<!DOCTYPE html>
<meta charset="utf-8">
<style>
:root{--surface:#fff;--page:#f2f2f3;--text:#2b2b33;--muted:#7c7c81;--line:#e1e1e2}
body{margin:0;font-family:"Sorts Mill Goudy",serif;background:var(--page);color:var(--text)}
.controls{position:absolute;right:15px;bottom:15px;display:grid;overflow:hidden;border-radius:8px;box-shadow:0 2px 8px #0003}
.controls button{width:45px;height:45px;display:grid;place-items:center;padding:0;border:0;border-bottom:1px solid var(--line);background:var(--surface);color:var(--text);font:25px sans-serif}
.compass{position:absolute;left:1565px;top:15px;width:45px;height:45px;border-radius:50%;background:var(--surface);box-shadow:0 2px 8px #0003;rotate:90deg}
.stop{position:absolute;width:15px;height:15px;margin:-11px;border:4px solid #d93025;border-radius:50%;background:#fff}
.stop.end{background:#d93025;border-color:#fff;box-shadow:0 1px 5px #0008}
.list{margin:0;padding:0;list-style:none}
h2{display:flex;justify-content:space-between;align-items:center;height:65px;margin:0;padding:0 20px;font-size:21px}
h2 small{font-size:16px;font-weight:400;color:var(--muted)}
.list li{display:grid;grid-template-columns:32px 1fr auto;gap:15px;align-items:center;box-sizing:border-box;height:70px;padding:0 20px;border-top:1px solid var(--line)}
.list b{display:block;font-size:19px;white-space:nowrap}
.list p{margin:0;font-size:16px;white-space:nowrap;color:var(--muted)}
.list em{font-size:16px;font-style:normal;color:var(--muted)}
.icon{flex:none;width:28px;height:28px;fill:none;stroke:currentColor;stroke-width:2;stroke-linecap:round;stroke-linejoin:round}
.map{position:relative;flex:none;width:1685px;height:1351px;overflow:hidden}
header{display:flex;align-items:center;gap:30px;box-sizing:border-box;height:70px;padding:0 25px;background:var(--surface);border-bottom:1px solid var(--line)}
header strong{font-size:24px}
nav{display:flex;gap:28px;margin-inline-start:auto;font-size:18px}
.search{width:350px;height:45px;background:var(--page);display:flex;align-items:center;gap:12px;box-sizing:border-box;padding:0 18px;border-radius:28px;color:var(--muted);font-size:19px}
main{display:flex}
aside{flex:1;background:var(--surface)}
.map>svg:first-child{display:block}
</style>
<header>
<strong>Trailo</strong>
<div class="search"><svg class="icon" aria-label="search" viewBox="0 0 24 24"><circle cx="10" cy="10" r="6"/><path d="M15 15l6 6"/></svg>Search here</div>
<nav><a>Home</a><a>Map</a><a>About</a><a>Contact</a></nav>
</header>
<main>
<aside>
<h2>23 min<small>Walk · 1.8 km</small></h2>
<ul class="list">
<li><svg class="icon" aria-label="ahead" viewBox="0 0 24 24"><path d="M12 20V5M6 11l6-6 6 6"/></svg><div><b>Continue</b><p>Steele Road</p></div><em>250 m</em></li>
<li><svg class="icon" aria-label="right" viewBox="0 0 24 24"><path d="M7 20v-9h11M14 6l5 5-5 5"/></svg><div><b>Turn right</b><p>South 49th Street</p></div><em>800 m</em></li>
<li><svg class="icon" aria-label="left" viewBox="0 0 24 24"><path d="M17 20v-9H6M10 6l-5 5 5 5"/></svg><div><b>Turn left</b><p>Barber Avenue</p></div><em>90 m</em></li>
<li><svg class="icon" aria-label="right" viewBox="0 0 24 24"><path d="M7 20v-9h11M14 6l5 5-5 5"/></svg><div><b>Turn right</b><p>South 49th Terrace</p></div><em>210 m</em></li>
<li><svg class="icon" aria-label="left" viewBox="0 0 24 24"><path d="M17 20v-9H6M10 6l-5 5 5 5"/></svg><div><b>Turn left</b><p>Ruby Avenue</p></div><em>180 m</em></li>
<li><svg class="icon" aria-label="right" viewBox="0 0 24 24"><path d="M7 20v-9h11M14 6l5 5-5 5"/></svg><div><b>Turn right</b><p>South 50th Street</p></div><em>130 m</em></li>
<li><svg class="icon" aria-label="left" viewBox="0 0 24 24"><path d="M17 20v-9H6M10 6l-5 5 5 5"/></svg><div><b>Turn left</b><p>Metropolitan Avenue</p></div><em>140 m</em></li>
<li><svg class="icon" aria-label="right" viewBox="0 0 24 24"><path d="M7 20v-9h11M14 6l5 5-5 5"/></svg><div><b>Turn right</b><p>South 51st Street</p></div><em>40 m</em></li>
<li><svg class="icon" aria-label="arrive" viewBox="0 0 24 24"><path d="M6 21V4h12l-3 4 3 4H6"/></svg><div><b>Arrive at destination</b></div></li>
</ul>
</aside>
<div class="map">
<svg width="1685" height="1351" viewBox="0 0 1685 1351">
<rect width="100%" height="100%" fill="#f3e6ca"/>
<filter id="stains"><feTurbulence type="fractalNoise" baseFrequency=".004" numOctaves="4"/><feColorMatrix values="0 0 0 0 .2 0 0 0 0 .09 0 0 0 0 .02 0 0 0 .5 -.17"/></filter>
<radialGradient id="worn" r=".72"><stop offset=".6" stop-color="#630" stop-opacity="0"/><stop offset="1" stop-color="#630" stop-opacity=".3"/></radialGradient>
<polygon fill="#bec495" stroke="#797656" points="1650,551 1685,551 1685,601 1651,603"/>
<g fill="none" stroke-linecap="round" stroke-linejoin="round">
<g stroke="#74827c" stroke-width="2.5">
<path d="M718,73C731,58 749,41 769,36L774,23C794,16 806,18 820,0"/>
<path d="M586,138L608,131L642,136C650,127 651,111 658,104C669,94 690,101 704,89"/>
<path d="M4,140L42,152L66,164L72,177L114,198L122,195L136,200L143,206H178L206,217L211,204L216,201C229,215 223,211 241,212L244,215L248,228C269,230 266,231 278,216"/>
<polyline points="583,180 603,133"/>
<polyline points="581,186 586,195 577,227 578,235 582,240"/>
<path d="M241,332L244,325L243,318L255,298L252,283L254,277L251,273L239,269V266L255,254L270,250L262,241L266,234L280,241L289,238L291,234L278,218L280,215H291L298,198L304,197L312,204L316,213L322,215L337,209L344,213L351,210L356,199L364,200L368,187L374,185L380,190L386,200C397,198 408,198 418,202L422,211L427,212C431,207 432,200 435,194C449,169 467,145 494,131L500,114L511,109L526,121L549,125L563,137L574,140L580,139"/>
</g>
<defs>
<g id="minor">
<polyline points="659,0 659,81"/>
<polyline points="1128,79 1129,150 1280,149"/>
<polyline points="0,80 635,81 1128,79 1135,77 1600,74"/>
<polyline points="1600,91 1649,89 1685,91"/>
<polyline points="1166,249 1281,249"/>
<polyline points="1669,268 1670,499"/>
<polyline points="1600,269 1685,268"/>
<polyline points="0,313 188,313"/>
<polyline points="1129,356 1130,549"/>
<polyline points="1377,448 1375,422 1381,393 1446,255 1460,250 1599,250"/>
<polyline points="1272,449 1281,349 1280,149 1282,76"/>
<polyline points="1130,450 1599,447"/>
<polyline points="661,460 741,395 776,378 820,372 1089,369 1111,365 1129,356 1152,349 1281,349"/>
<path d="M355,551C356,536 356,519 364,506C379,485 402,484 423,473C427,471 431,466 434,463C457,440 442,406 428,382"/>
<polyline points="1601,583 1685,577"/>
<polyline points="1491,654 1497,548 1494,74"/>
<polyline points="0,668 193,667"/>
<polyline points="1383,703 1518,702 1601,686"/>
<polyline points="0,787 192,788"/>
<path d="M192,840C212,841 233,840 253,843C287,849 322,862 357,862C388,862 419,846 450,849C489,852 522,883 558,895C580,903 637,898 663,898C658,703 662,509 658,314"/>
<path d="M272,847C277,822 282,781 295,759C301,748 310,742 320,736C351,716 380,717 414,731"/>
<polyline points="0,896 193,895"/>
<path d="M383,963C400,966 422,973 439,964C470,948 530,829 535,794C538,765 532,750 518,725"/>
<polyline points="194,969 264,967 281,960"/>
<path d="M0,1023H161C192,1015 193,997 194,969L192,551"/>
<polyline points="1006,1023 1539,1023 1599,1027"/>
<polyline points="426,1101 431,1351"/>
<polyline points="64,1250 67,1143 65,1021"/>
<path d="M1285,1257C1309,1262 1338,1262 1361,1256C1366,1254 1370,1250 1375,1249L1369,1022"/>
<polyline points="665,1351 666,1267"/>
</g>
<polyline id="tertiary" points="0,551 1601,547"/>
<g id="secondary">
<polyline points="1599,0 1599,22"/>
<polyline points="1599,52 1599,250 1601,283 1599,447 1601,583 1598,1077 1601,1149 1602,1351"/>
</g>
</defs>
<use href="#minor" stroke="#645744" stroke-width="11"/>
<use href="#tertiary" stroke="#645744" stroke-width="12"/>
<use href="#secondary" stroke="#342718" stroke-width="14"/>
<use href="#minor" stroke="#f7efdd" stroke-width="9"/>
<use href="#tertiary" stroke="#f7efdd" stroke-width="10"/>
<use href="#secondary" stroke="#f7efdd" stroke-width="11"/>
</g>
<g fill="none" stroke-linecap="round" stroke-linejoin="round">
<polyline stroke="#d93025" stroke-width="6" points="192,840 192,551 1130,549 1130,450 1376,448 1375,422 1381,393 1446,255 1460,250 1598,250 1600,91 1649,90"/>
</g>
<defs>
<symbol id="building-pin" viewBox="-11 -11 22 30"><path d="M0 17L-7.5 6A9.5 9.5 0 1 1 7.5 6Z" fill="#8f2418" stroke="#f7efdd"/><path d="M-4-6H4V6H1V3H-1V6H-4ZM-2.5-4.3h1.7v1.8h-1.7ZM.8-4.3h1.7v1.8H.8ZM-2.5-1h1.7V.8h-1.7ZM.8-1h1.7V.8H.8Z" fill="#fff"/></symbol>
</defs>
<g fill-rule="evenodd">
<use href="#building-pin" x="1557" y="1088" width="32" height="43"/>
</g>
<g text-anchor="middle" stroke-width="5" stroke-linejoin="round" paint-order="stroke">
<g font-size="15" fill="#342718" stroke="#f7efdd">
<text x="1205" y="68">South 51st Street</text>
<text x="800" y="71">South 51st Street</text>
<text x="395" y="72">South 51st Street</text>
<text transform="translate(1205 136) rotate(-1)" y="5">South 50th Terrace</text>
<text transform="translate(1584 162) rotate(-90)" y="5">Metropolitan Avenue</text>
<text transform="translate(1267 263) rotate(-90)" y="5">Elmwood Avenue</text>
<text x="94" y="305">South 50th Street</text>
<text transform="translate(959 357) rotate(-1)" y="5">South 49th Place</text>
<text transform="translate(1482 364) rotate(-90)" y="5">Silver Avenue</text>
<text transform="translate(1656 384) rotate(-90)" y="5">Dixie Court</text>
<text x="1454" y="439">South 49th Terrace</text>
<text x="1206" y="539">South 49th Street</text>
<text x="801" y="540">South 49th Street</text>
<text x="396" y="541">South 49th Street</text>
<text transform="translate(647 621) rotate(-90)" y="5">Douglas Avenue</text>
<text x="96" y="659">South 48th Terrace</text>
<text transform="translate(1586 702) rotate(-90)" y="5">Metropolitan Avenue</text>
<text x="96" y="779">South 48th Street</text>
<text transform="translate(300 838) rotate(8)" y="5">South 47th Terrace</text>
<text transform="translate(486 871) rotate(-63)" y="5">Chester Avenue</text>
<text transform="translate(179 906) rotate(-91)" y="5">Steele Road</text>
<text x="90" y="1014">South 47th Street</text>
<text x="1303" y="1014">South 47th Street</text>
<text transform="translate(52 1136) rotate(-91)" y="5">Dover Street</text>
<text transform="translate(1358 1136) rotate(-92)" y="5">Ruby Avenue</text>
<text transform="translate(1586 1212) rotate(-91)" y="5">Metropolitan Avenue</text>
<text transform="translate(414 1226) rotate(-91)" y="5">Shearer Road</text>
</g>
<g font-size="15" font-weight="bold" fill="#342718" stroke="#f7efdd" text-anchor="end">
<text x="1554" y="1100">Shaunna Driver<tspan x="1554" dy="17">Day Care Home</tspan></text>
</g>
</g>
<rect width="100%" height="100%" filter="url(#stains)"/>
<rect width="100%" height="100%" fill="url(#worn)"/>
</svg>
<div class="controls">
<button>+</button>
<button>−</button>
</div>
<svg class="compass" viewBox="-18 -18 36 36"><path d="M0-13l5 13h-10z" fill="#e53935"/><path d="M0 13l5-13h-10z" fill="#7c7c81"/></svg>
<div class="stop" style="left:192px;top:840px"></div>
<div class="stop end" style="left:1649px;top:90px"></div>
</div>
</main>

══════════════════════════════

(WORK TO COMPLETE): From the entries, report every line in which the string "shadow" occurs.

(ANSWER TO THIS EXERCISE):
.controls{position:absolute;right:15px;bottom:15px;display:grid;overflow:hidden;border-radius:8px;box-shadow:0 2px 8px #0003}
.compass{position:absolute;left:1565px;top:15px;width:45px;height:45px;border-radius:50%;background:var(--surface);box-shadow:0 2px 8px #0003;rotate:90deg}
.stop.end{background:#d93025;border-color:#fff;box-shadow:0 1px 5px #0008}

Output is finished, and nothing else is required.